» What this task involves: Each entry below is to be transcribed exactly.

==== Entries supplied ====

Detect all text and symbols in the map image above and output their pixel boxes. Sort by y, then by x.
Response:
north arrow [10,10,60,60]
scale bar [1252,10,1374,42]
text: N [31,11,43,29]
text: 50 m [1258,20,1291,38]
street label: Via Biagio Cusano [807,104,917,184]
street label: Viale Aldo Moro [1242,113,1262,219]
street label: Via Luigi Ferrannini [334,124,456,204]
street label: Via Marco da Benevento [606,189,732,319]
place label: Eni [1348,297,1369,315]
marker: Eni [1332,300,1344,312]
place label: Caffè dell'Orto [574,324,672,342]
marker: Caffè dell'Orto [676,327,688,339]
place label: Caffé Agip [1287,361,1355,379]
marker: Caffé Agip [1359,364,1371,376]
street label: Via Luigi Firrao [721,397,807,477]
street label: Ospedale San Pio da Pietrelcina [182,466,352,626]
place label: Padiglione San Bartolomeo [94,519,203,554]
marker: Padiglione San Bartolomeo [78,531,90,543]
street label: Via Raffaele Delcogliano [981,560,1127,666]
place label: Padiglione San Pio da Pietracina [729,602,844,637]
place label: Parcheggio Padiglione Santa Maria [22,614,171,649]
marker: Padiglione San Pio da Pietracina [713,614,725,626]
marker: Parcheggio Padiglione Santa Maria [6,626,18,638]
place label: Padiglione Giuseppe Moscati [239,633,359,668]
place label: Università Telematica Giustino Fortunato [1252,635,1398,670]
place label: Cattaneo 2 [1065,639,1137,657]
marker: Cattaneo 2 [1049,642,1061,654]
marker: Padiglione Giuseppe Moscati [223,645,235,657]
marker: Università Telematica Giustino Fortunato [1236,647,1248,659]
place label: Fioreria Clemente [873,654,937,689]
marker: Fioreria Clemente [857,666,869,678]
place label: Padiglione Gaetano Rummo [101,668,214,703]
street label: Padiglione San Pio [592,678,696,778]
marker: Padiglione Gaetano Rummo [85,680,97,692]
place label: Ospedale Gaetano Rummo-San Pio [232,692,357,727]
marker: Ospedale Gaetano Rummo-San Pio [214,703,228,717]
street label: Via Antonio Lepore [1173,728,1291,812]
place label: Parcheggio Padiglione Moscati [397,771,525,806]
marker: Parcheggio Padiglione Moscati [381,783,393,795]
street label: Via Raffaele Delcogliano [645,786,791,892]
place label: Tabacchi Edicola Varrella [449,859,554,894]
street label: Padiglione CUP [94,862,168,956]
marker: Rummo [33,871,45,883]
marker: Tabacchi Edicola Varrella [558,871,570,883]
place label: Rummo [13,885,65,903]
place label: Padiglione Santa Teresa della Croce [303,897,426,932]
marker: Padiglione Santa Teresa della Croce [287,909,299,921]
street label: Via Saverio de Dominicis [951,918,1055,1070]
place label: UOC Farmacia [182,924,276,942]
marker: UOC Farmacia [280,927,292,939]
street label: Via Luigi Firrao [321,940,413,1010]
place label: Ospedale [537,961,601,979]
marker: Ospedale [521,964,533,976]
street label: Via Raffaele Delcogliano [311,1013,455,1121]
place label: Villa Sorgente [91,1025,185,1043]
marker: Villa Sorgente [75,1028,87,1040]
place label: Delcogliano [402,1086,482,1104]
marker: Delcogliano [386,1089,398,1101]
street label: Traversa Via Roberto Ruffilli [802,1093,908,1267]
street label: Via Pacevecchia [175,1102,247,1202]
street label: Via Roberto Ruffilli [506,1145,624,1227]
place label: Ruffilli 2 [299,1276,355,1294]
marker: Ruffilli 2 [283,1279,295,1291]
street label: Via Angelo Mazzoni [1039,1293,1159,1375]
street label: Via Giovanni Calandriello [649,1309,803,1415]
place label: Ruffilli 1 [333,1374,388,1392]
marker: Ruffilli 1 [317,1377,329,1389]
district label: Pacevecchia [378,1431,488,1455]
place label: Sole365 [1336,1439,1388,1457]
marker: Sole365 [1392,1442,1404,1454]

====

» Solution for this exercise:
Detect all text and symbols in the map image above and output their pixel boxes. Sort by y, then by x.
Response:
north arrow [10,10,60,60]
scale bar [1252,10,1374,42]
text: N [31,11,43,29]
text: 50 m [1258,20,1291,38]
street label: Via Biagio Cusano [807,104,917,184]
street label: Viale Aldo Moro [1242,113,1262,219]
street label: Via Luigi Ferrannini [334,124,456,204]
street label: Via Marco da Benevento [606,189,732,319]
place label: Eni [1348,297,1369,315]
marker: Eni [1332,300,1344,312]
place label: Caffè dell'Orto [574,324,672,342]
marker: Caffè dell'Orto [676,327,688,339]
place label: Caffé Agip [1287,361,1355,379]
marker: Caffé Agip [1359,364,1371,376]
street label: Via Luigi Firrao [721,397,807,477]
street label: Ospedale San Pio da Pietrelcina [182,466,352,626]
place label: Padiglione San Bartolomeo [94,519,203,554]
marker: Padiglione San Bartolomeo [78,531,90,543]
street label: Via Raffaele Delcogliano [981,560,1127,666]
place label: Padiglione San Pio da Pietracina [729,602,844,637]
place label: Parcheggio Padiglione Santa Maria [22,614,171,649]
marker: Padiglione San Pio da Pietracina [713,614,725,626]
marker: Parcheggio Padiglione Santa Maria [6,626,18,638]
place label: Padiglione Giuseppe Moscati [239,633,359,668]
place label: Università Telematica Giustino Fortunato [1252,635,1398,670]
place label: Cattaneo 2 [1065,639,1137,657]
marker: Cattaneo 2 [1049,642,1061,654]
marker: Padiglione Giuseppe Moscati [223,645,235,657]
marker: Università Telematica Giustino Fortunato [1236,647,1248,659]
place label: Fioreria Clemente [873,654,937,689]
marker: Fioreria Clemente [857,666,869,678]
place label: Padiglione Gaetano Rummo [101,668,214,703]
street label: Padiglione San Pio [592,678,696,778]
marker: Padiglione Gaetano Rummo [85,680,97,692]
place label: Ospedale Gaetano Rummo-San Pio [232,692,357,727]
marker: Ospedale Gaetano Rummo-San Pio [214,703,228,717]
street label: Via Antonio Lepore [1173,728,1291,812]
place label: Parcheggio Padiglione Moscati [397,771,525,806]
marker: Parcheggio Padiglione Moscati [381,783,393,795]
street label: Via Raffaele Delcogliano [645,786,791,892]
place label: Tabacchi Edicola Varrella [449,859,554,894]
street label: Padiglione CUP [94,862,168,956]
marker: Rummo [33,871,45,883]
marker: Tabacchi Edicola Varrella [558,871,570,883]
place label: Rummo [13,885,65,903]
place label: Padiglione Santa Teresa della Croce [303,897,426,932]
marker: Padiglione Santa Teresa della Croce [287,909,299,921]
street label: Via Saverio de Dominicis [951,918,1055,1070]
place label: UOC Farmacia [182,924,276,942]
marker: UOC Farmacia [280,927,292,939]
street label: Via Luigi Firrao [321,940,413,1010]
place label: Ospedale [537,961,601,979]
marker: Ospedale [521,964,533,976]
street label: Via Raffaele Delcogliano [311,1013,455,1121]
place label: Villa Sorgente [91,1025,185,1043]
marker: Villa Sorgente [75,1028,87,1040]
place label: Delcogliano [402,1086,482,1104]
marker: Delcogliano [386,1089,398,1101]
street label: Traversa Via Roberto Ruffilli [802,1093,908,1267]
street label: Via Pacevecchia [175,1102,247,1202]
street label: Via Roberto Ruffilli [506,1145,624,1227]
place label: Ruffilli 2 [299,1276,355,1294]
marker: Ruffilli 2 [283,1279,295,1291]
street label: Via Angelo Mazzoni [1039,1293,1159,1375]
street label: Via Giovanni Calandriello [649,1309,803,1415]
place label: Ruffilli 1 [333,1374,388,1392]
marker: Ruffilli 1 [317,1377,329,1389]
district label: Pacevecchia [378,1431,488,1455]
place label: Sole365 [1336,1439,1388,1457]
marker: Sole365 [1392,1442,1404,1454]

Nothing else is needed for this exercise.